US Electoral College formally affirms Joe Biden's victory as Attorney General resigns
Joe Biden has cleared the 270 electoral vote mark to formalise his presidential victory with California’s 55 votes, as US Attorney General William Barr resigns amid lingering tension over the president’s baseless claims of election fraud.
The voting milestone was announced late on Monday as California electors affirmed the Democrat’s massive five million vote win last month in the nation’s largest state.
The Electoral College took on added importance this year because of Donald Trump’s refusal to concede he lost his race for re-election.
The official result came as Mr Trump announced Mr Barr will be leaving his role after the Attorney General submitted his letter of resignation.
“As per letter, Bill will be leaving just before Christmas to spend the holidays with his family,” Mr Trump tweeted.
The president has publicly expressed his anger about Mr Barr’s statement to the Associated Press earlier this month that the Justice Department had found no widespread election fraud that would change the outcome of the election.
Mr Trump has also been angry that the Justice Department did not publicly announce it was investigating Hunter Biden ahead of the election, despite department policy against such a pronouncement.
The president said deputy Attorney General Jeff Rosen, whom he labelled “an outstanding person”, will become acting Attorney General.
Mr Barr said in his resignation letter he updated Mr Trump on Monday on the department’s “review of voter fraud allegations in the 2020 election and how these allegations will continue to be pursued”.
He added that his last day in the job will be December 23.
Despite Mr Trump’s obvious disdain for those who publicly disagree with him, Mr Barr had generally remained in the president’s good graces and has been one of the president’s most ardent allies.
Before the election, he had repeatedly raised the notion that mail-in voting could be especially vulnerable to fraud during the coronavirus pandemic as Americans feared going to polls.
But Mr Trump has a low tolerance for criticism from allies and often fires back in kind.
Mr Barr, who was serving in his second stint as Attorney General, sought to paint himself as an independent leader who would not bow to political pressure, but Democrats have repeatedly accused him of acting more like the president’s personal attorney than the attorney general, and he had proved to be a largely reliable Trump ally and defender of presidential power.
Before releasing special counsel Robert Mueller’s full report on the Russia investigation last year, Mr Barr framed the results in a manner favourable to Mr Trump even though Mr Mueller pointedly said he could not exonerate the president of obstruction of justice.

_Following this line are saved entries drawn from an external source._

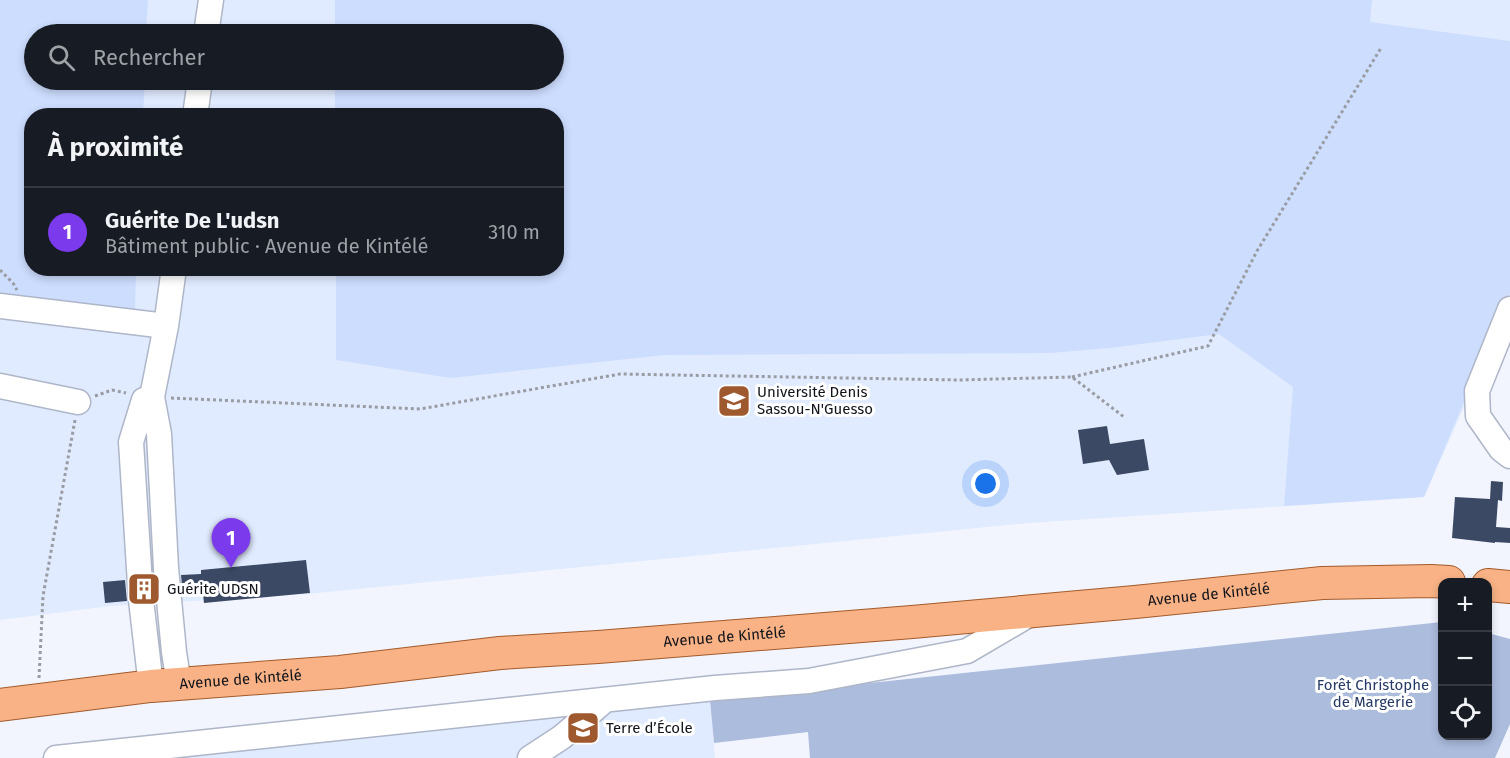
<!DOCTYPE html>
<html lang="fr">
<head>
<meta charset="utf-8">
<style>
  :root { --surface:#171b24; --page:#242831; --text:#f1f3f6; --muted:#9ea1a6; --line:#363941; --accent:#7c3aed }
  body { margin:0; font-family:"Fira Sans",sans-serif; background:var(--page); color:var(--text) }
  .controls { position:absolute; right:18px; bottom:18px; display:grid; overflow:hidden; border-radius:12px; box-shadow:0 3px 9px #0003 }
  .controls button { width:54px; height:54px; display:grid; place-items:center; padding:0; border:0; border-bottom:2px solid var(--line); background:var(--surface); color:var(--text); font:30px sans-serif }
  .you { position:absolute; left:986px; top:484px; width:21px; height:21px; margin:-15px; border:4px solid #fff; border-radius:50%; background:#1a73e8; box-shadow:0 0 0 9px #1a73e833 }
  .badge { display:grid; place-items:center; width:39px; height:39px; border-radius:50%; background:var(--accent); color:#fff; font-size:20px; font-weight:700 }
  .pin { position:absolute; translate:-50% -50px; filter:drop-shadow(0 2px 3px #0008) }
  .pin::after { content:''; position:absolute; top:32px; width:21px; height:18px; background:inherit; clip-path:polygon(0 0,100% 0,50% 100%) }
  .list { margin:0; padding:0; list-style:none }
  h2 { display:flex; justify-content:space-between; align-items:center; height:78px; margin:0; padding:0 24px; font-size:26px }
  h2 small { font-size:20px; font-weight:400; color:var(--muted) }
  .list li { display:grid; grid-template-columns:39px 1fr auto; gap:18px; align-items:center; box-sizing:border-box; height:90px; padding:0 24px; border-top:2px solid var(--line) }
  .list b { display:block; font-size:22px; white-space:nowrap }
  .list p { margin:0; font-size:20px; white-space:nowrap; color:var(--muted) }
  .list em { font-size:20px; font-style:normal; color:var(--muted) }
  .icon { flex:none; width:33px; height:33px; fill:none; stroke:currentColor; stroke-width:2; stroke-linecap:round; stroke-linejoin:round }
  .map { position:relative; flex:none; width:1510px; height:758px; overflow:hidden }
  .search { position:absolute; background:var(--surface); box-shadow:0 3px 9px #0003; left:24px; top:24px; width:540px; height:66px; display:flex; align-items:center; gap:15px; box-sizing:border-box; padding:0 21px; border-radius:33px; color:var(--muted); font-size:22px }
  .panel { position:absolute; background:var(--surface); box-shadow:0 3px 9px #0003; left:24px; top:108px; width:540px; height:168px; border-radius:24px }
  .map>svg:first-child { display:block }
  .built { fill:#e1ebff; fill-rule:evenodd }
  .green { fill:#cdddfe }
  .forest { fill:#acbcdd }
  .building { fill:#3c4964 }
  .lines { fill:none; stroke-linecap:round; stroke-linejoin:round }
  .minor-casing { stroke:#aeb6c8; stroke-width:27 }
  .major-casing { stroke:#a45a2a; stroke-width:34 }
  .path { stroke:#999ca3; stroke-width:3; stroke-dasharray:3 3; stroke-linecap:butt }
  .minor { stroke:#fff; stroke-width:24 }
  .major { stroke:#f8b285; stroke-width:32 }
  .labels { text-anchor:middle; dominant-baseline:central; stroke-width:6; stroke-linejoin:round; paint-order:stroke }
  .poi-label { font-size:15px; fill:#11141a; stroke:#fff; text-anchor:start }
  .street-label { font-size:15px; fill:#11141a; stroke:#fff }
  .park-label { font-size:15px; fill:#263a65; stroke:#fff }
</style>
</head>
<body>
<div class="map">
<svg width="1510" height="758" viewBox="0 0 1510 758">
  <rect width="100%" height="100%" fill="#f2f5fd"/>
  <path class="built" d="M 0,0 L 1510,0 L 1510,304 L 1424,497 L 1029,523 L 307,594 L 111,606 L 0,620 ZM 34,34 L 554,34 L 554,80 L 34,80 ZM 32,116 L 556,116 L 556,268 L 32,268 Z
    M 710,700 L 715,758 L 174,758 Z"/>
  <path class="green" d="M 0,0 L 148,0 L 146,34 L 34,34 L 34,80 L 145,80 L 143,115 L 32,116 L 32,268 L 136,269 L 135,312 L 0,295 Z
    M 335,0 L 1372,0 L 1370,22 L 1510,41 L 1510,293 L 1424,497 L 1284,506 L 1293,387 L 1219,334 L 1110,348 L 1050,353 L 665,355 L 451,378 L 336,360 L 336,269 L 556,268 L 556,116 L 335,115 L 335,80 L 554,80 L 554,34 L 335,34 Z"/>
  <path class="forest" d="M 1442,622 L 1442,736 L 1488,736 L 1488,633 L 1510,639 L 1510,724 L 1495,758 L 810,758 L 808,732 L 714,743 L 710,700 Z"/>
  <path class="building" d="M 1107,426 L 1110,444 L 1144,439 L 1149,470 L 1117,475 L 1109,460 L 1083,464 L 1078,430 Z
    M 1491,481 L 1503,482 L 1502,501 L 1498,500 L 1496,527 L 1510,528 L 1510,543 L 1495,542 L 1495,543 L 1452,538 L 1455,497 L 1490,499 Z
    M 306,560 L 310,593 L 204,603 L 203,594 L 183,596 L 181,575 L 201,574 L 201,570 Z
    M 125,580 L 127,601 L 105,603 L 103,582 Z"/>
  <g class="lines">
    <g class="minor-casing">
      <path id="minor" d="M 206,34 L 211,0
        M 195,116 L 200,80
        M 174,268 L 166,326 L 152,397 L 159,434 L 166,568 L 174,652 L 179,684
        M 0,306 L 166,326
        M 1510,309 L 1477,391 L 1478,416 L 1501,449 L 1510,456
        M 0,386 L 78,402
        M 151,686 L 141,600 L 131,442 L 144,400 L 152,397
        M 56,758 L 715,688 L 809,681 L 967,651 L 1030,614
        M 530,758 L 562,737 L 605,700"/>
    </g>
    <g class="major-casing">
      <g id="major">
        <path d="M 1488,585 L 1510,587"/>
        <path id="s1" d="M 0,705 L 151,686 L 340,672 L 500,653 L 598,647 L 912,622 L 1135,602 L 1322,583 L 1431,581 L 1449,582"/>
      </g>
    </g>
    <path class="path" d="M 0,270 L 13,283 L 17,290
      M 1072,377 L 1208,346 L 1257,251 L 1381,48
      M 95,396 L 112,390 L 126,393
      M 171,398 L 420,409 L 620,374 L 958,380 L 1072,377 L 1124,417
      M 39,678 L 43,596 L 75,420"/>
    <use href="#minor" class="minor"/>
    <use href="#major" class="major"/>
  </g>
  <defs>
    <g id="university-square" transform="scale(1.725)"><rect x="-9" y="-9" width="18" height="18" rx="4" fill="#9f592f" stroke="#fff"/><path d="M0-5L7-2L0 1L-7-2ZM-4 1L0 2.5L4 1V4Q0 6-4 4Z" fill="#fff"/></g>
    <g id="building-square" transform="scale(1.725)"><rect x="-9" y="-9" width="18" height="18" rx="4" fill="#9f592f" stroke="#fff"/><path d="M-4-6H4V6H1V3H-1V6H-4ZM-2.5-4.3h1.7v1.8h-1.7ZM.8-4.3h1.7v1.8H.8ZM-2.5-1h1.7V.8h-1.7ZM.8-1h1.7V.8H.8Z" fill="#fff"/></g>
    <g id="school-square" transform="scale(1.725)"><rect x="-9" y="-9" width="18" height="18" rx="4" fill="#9f592f" stroke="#fff"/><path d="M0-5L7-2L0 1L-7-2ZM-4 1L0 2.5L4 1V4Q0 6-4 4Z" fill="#fff"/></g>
  </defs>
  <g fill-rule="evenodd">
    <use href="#university-square" x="734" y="401"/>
    <use href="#building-square" x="144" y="589"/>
    <use href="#school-square" x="583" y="728"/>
  </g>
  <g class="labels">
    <g class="poi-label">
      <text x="757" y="392">Université Denis<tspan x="757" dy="17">Sassou-N'Guesso</tspan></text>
      <text x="167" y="589">Guérite UDSN</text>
      <text x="606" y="728">Terre d’École</text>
    </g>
    <g class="street-label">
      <text stroke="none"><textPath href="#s1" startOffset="1214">Avenue de Kintélé</textPath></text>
      <text stroke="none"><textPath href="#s1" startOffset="728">Avenue de Kintélé</textPath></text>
      <text stroke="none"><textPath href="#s1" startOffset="242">Avenue de Kintélé</textPath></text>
    </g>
    <g class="park-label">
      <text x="1373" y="685">Forêt Christophe<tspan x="1373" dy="17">de Margerie</tspan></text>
    </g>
  </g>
</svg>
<div class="controls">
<button>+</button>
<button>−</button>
<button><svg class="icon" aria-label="locate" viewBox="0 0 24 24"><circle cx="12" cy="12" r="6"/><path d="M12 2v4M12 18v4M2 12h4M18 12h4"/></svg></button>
</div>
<div class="you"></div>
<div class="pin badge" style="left:231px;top:568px">1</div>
<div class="search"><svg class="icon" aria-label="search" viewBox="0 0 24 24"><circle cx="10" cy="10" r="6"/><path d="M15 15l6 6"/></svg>Rechercher</div>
<section class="panel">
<h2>À proximité<small></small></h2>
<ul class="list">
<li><span class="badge">1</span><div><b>Guérite De L'udsn</b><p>Bâtiment public · Avenue de Kintélé</p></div><em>310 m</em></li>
</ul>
</section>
</div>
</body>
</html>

He also appointed as special counsel the US attorney who is conducting a criminal investigation into the origins of the FBI’s probe into the 2016 election that morphed into Mr Mueller’s investigation of possible Trump-Russia co-operation, following the president’s repeated calls to “investigate the investigators”.
Mr Barr also ordered Justice Department prosecutors to review the handling of the federal investigation into Mr Trump’s former national security adviser Michael Flynn and then sought to dismiss the criminal charges against Mr Flynn, who had twice pleaded guilty to lying to the FBI. Mr Trump later pardoned him.
Mr Barr’s break from Mr Trump over election fraud was not the first. Earlier this year, he told ABC News that the president’s tweets about Justice Department cases “make it impossible for me to do my job”.